Stored data entries:
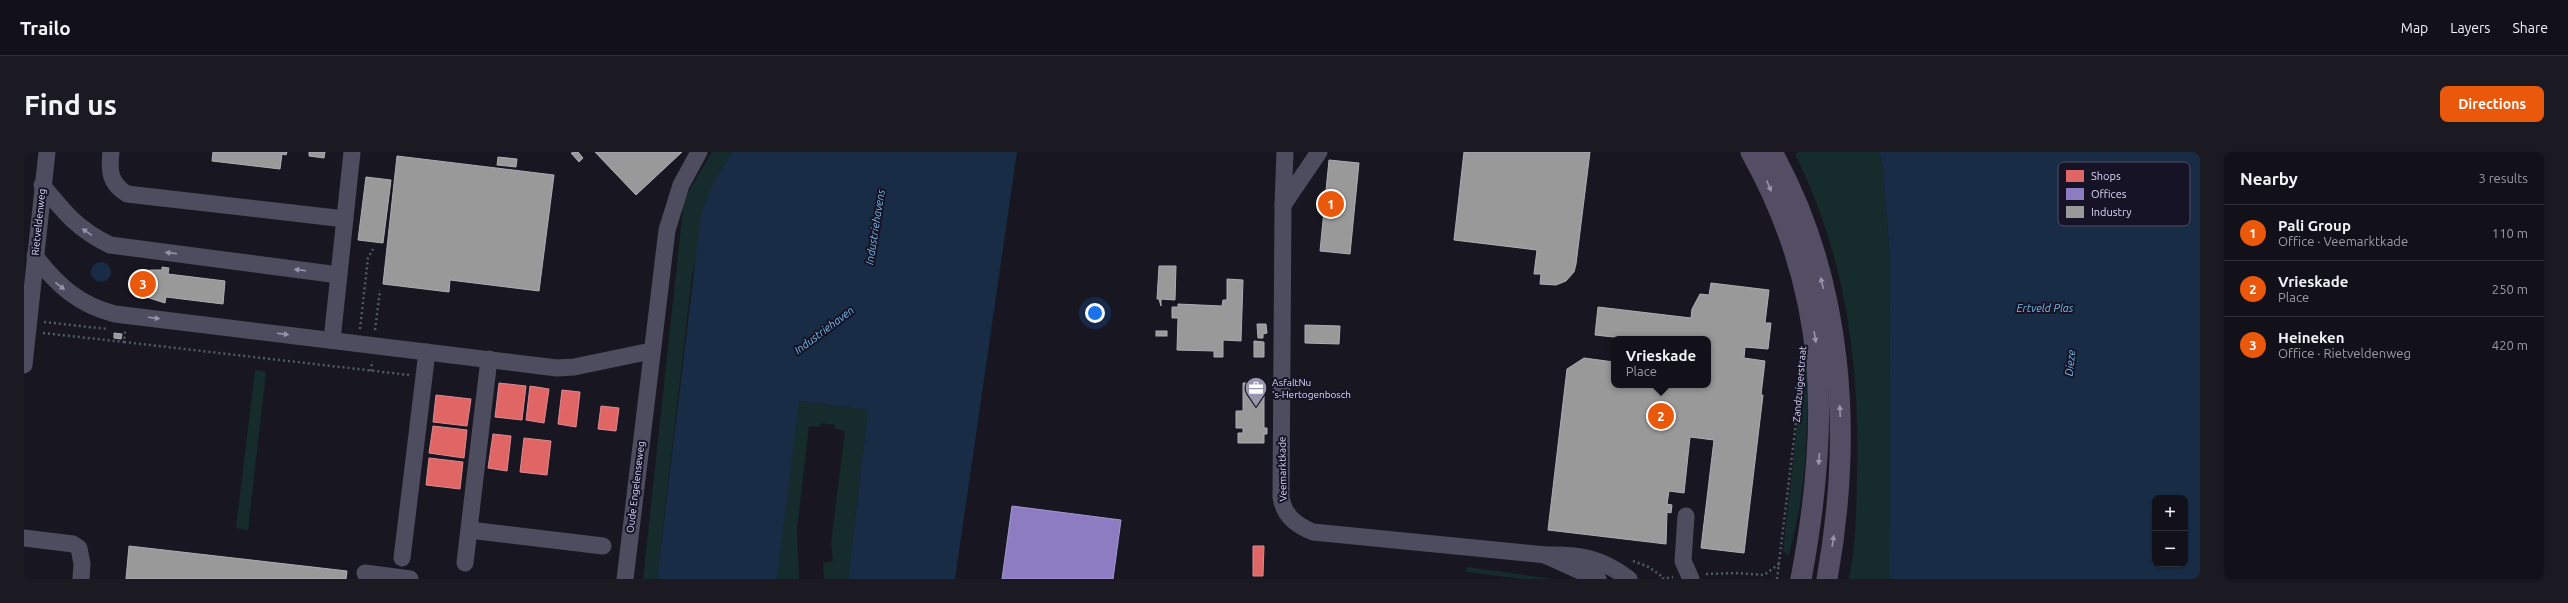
<!DOCTYPE html>
<html lang="en">
<head>
<meta charset="utf-8">
<style>
	body { margin:0; font-family:Ubuntu,sans-serif; background:#1b1a22; color:#f1f3f6 }
	.controls { position:absolute; right:12px; bottom:12px; display:grid; overflow:hidden; border-radius:8px; box-shadow:0 1px 3px #0004 }
	.controls button { width:36px; height:36px; display:grid; place-items:center; padding:0; border:0; border-bottom:1px solid #313138; background:#121119; color:#f1f3f6; font:20px sans-serif }
	.you { position:absolute; left:1071px; top:161px; width:14px; height:14px; margin:-10px; border:3px solid #fff; border-radius:50%; background:#1a73e8; box-shadow:0 0 0 6px #1a73e833 }
	.badge { display:grid; place-items:center; width:26px; height:26px; border-radius:50%; background:#ea580c; color:#fff; font-size:13px; font-weight:700 }
	.pin { position:absolute; translate:-50% -50%; border:2px solid #fff; box-shadow:0 1px 4px #0006 }
	.popup { position:absolute; left:1587px; top:184px; width:100px; height:52px; box-sizing:border-box; display:grid; place-content:center; border-radius:8px; background:#121119; filter:drop-shadow(0 1px 3px #0005); font-size:13px; white-space:nowrap; color:#9c9da2 }
	.popup b { font-size:15px; color:#f1f3f6 }
	.popup::after { content:''; position:absolute; left:50%; top:100%; margin-left:-8px; border:8px solid transparent; border-top-color:#121119 }
	.list { margin:0; padding:0; list-style:none }
	h2 { display:flex; justify-content:space-between; align-items:center; height:52px; margin:0; padding:0 16px; font-size:17px }
	h2 small { font-size:13px; font-weight:400; color:#9c9da2 }
	.list li { display:grid; grid-template-columns:26px 1fr auto; gap:12px; align-items:center; box-sizing:border-box; height:56px; padding:0 16px; border-top:1px solid #313138 }
	.list b { display:block; font-size:15px; white-space:nowrap }
	.list p { margin:0; font-size:13px; white-space:nowrap; color:#9c9da2 }
	.list em { font-size:13px; font-style:normal; color:#9c9da2 }
	.map { position:relative; flex:none; width:2176px; height:427px; overflow:hidden; border-radius:8px }
	header { display:flex; align-items:center; gap:24px; box-sizing:border-box; height:56px; padding:0 20px; background:#121119; border-bottom:1px solid #313138 }
	header strong { font-size:19px }
	nav { display:flex; gap:22px; margin-inline-start:auto; font-size:14px }
	.intro { display:flex; align-items:center; justify-content:space-between; box-sizing:border-box; height:96px; padding:0 24px }
	h1 { margin:0; font-size:28px }
	.button { padding:10px 18px; border-radius:8px; background:#ea580c; color:#fff; font-size:14px; font-weight:700 }
	main { display:flex; gap:24px; padding:0 24px }
	aside { flex:1; background:#121119; border-radius:8px; box-shadow:0 1px 3px #0004 }
	.map>svg:first-child { display:block }
	.green { fill:#162b2b }
	.water { fill:#182c45; fill-rule:evenodd }
	.shops { fill:#e06666; stroke:#df8992 }
	.offices { fill:#8e7cc3; stroke:#a698d4 }
	.industry { fill:#999; stroke:#adadb6 }
	.lines { fill:none; stroke-linecap:round; stroke-linejoin:round }
	.path { stroke:#4f5c66; stroke-width:2.5; stroke-dasharray:2 3; stroke-linecap:butt }
	.minor { stroke:#4e4d5f; stroke-width:17 }
	.major { stroke:#544e64; stroke-width:21 }
	.oneway { fill:#9894af }
	.oneway2 { fill:#9694ac }
	.labels { text-anchor:middle; stroke-width:4; stroke-linejoin:round; paint-order:stroke }
	.street-label { font-size:10px; fill:#dddbfa; stroke:#151325 }
	.poi-label { font-size:10px; fill:#dddbfa; stroke:#151325; text-anchor:start }
	.water-label { font-size:11px; font-style:italic; fill:#77beec; stroke:#151325 }
	.key { fill:#151325; stroke:#514f65; stroke-width:1 }
	.key-label { font-size:11px; fill:#dddbfa }
</style>
</head>
<body>
<header>
<strong>Trailo</strong>
<nav><a>Map</a><a>Layers</a><a>Share</a></nav>
</header>
<div class="intro"><h1>Find us</h1><a class="button">Directions</a></div>
<main>
<div class="map">
<svg width="2176" height="427" viewBox="0 0 2176 427">
	<rect width="100%" height="100%" fill="#181721"/>
	<g class="green">
		<polygon points="688,0 708,0 690,29 668,124 633,427 619,427 660,47"/>
		<polygon points="1716,0 1719,0 1734,28 1769,117 1786,210 1781,313 1776,354 1765,404 1759,399 1782,195 1775,150 1756,86 1730,23"/>
		<path d="M1775,0H1855L1859,17L1866,108L1865,427H1825C1832,393 1832,360 1833,325C1836,211 1822,105 1771,2Z"/>
		<polygon points="231,218 242,220 224,378 212,376"/>
		<polygon points="774,249 844,258 824,427 800,427 799,411 809,409 807,391 821,279 811,277 811,273 797,271 796,275 785,274 773,377 775,427 753,427"/>
		<polygon points="1443,415 1528,427 1499,427 1442,420"/>
	</g>
	<g class="water">
		<polygon points="708,0 993,0 931,427 824,427 844,258 775,249 753,427 633,427 677,62 690,29"/>
		<path d="M1855,0H2176V427H1865L1866,108L1859,17ZM2131,346H2161V412H2131Z"/>
		<circle cx="77" cy="120" r="10"/>
	</g>
	<g class="shops">
		<polygon points="475,231 502,234 498,268 471,265"/>
		<polygon points="506,234 525,237 520,271 502,268"/>
		<polygon points="538,238 556,240 552,275 534,272"/>
		<polygon points="412,243 447,247 443,274 409,270"/>
		<polygon points="577,254 595,256 592,279 574,277"/>
		<polygon points="409,274 443,278 440,306 405,301"/>
		<polygon points="469,282 487,284 483,319 464,316"/>
		<polygon points="500,286 527,289 523,323 496,320"/>
		<polygon points="405,306 439,310 436,337 402,333"/>
		<polygon points="1229,394 1240,394 1239,424 1229,424"/>
	</g>
	<polygon class="offices" points="988,354 1097,368 1089,427 978,427"/>
	<g class="industry">
		<polygon points="189,0 263,0 262,3 258,2 256,17 188,9"/>
		<polygon points="285,0 301,0 300,6 285,4"/>
		<polygon points="554,0 559,6 555,10 547,1"/>
		<polygon points="571,0 658,0 612,43"/>
		<polygon points="1440,0 1566,0 1552,112 1550,120 1542,129 1532,133 1516,132 1517,122 1510,122 1513,98 1430,88"/>
		<polygon points="373,4 530,23 515,139 426,128 425,140 359,132"/>
		<polygon points="474,5 493,7 492,15 473,13"/>
		<polygon points="1305,8 1335,11 1326,102 1296,99"/>
		<polygon points="342,25 367,28 359,91 334,88"/>
		<polygon points="1135,114 1152,114 1151,148 1137,147 1137,154 1135,147 1133,147"/>
		<polygon points="138,115 145,116 144,122 201,129 199,152 142,145 141,151 122,145 116,135 118,124 126,118 138,118"/>
		<polygon points="1203,127 1219,128 1217,189 1199,188 1199,205 1190,205 1190,199 1153,198 1154,166 1148,166 1148,155 1154,155 1154,152 1198,154 1199,148 1203,148"/>
		<polygon points="1687,131 1745,138 1741,171 1747,171 1744,197 1721,195 1720,206 1741,209 1737,243 1739,243 1720,401 1677,396 1690,288 1666,285 1660,341 1645,339 1643,352 1648,353 1647,361 1643,360 1642,392 1524,378 1543,217 1560,206 1590,210 1590,233 1684,233 1684,187 1608,187 1571,183 1574,155 1667,166 1668,157 1676,142 1685,143"/>
		<polygon points="1233,172 1242,172 1243,181 1239,182 1239,186 1234,186"/>
		<polygon points="1281,173 1316,174 1315,192 1281,191"/>
		<rect x="1132" y="179" width="11" height="5"/>
		<polygon points="90,181 98,182 97,187 90,186"/>
		<polygon points="1230,189 1240,190 1240,205 1230,205"/>
		<polygon points="1219,231 1240,231 1240,276 1243,276 1243,282 1240,282 1240,291 1214,291 1214,281 1219,281 1219,276 1212,276 1212,259 1219,259"/>
		<polygon points="105,394 323,419 322,427 102,427"/>
	</g>
	<g class="lines">
		<g class="path">
			<polyline points="20,170 83,177"/>
			<polyline points="336,177 344,106 349,97"/>
			<polyline points="351,178 356,138"/>
			<polyline points="19,181 100,190 101,179"/>
			<polyline points="100,190 385,223"/>
			<polyline points="347,219 348,209"/>
			<polyline points="1609,409 1625,415 1640,426"/>
			<polyline points="1682,422 1712,421 1740,423 1755,412"/>
			<polyline points="1638,427 1649,425"/>
			<polyline points="1753,427 1775,246"/>
		</g>
		<g class="minor">
			<path d="M87,0C85,18 85,31 103,42L321,67"/>
			<path d="M1261,0L1259,53L1257,345C1260,364 1272,373 1289,380L1522,403C1556,402 1577,406 1605,427"/>
			<path d="M18,33C40,60 53,77 86,93L315,123"/>
			<polyline points="1259,53 1295,0"/>
			<path d="M11,104C33,133 55,153 91,162L533,216L550,215L627,199"/>
			<polyline points="308,188 328,0"/>
			<polyline points="0,213 23,0"/>
			<polyline points="1662,364 1659,409 1667,427"/>
			<polyline points="445,378 579,394"/>
			<polyline points="0,386 49,392 55,396 58,412 57,427"/>
			<polyline points="1523,404 1574,427"/>
			<polyline points="378,406 403,200"/>
			<polyline points="441,411 465,207"/>
			<polyline points="341,421 386,427"/>
			<polyline points="601,427 643,78 657,33 675,0"/>
		</g>
		<g class="major">
			<path d="M1727,0C1806,141 1806,273 1777,427"/>
			<path d="M1748,0C1820,130 1829,283 1803,427"/>
		</g>
	</g>
	<defs><path id="oneway-solid" d="M-6-.8H1V-3.2L6.5 0L1 3.2V.8H-6Z"/></defs>
	<g class="oneway">
		<use href="#oneway-solid" transform="translate(1745 34) rotate(67)"/>
		<use href="#oneway-solid" transform="translate(1798 131) rotate(-104)"/>
		<use href="#oneway-solid" transform="translate(1791 185) rotate(81)"/>
		<use href="#oneway-solid" transform="translate(1816 259) rotate(-92)"/>
		<use href="#oneway-solid" transform="translate(1795 307) rotate(94)"/>
		<use href="#oneway-solid" transform="translate(1809 389) rotate(-81)"/>
	</g>
	<g class="oneway2">
		<use href="#oneway-solid" transform="translate(63 80) rotate(-145)"/>
		<use href="#oneway-solid" transform="translate(147 101) rotate(-173)"/>
		<use href="#oneway-solid" transform="translate(276 118) rotate(-173)"/>
		<use href="#oneway-solid" transform="translate(36 134) rotate(38)"/>
		<use href="#oneway-solid" transform="translate(130 166) rotate(7)"/>
		<use href="#oneway-solid" transform="translate(259 182) rotate(7)"/>
	</g>
	<defs>
		<g id="office-pin" transform="scale(1.15)"><path d="M0 17L-7.5 6A9.5 9.5 0 1 1 7.5 6Z" fill="#9896ae" stroke="#151325"/><path d="M-6-3h4V-5.5h4V-3h4V5H-6ZM-1-4.5V-3h2v-1.5ZM-6 0V1H6V0Z" fill="#fff"/></g>
	</defs>
	<g fill-rule="evenodd">
		<use href="#office-pin" x="1232" y="236"/>
	</g>
	<g class="labels">
		<g class="street-label">
			<text transform="translate(14 70) rotate(-84)" y="4">Rietveldenweg</text>
			<text transform="translate(1775 232) rotate(-85)" y="4">Zandzuigerstraat</text>
			<text transform="translate(1258 317) rotate(-91)" y="4">Veemarktkade</text>
			<text transform="translate(611 335) rotate(-83)" y="4">Oude Engelenseweg</text>
		</g>
		<g class="poi-label">
			<text x="1248" y="234">AsfaltNu<tspan x="1248" dy="12">'s-Hertogenbosch</tspan></text>
		</g>
		<g class="water-label">
			<text transform="translate(851 75) rotate(-81)" y="4">Industriehavens</text>
			<text x="2021" y="160">Ertveld Plas</text>
			<text transform="translate(800 178) rotate(-37)" y="4">Industriehaven</text>
			<text transform="translate(2046 211) rotate(-84)" y="4">Dieze</text>
		</g>
	</g>
	<rect x="2034" y="10" width="132" height="64" rx="6" class="key"/>
	<rect x="2042" y="18" width="18" height="12" fill="#e06666"/>
	<rect x="2042" y="36" width="18" height="12" fill="#8e7cc3"/>
	<rect x="2042" y="54" width="18" height="12" fill="#999"/>
	<g class="key-label">
		<text x="2067" y="28">Shops</text>
		<text x="2067" y="46">Offices</text>
		<text x="2067" y="64">Industry</text>
	</g>
</svg>
<div class="controls">
<button>+</button>
<button>−</button>
</div>
<div class="you"></div>
<div class="pin badge" style="left:1307px;top:52px">1</div>
<div class="pin badge" style="left:1637px;top:264px">2</div>
<div class="popup"><b>Vrieskade</b>Place</div>
<div class="pin badge" style="left:119px;top:132px">3</div>
</div>
<aside>
<h2>Nearby<small>3 results</small></h2>
<ul class="list">
<li><span class="badge">1</span><div><b>Pali Group</b><p>Office · Veemarktkade</p></div><em>110 m</em></li>
<li><span class="badge">2</span><div><b>Vrieskade</b><p>Place</p></div><em>250 m</em></li>
<li><span class="badge">3</span><div><b>Heineken</b><p>Office · Rietveldenweg</p></div><em>420 m</em></li>
</ul>
</aside>
</main>
</body>
</html>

— ACTIVITY —
Look through the entries above; find each line with the word "defs" and copy it.

— EXERCISE SOLUTION —
	<defs><path id="oneway-solid" d="M-6-.8H1V-3.2L6.5 0L1 3.2V.8H-6Z"/></defs>
	<defs>
	</defs>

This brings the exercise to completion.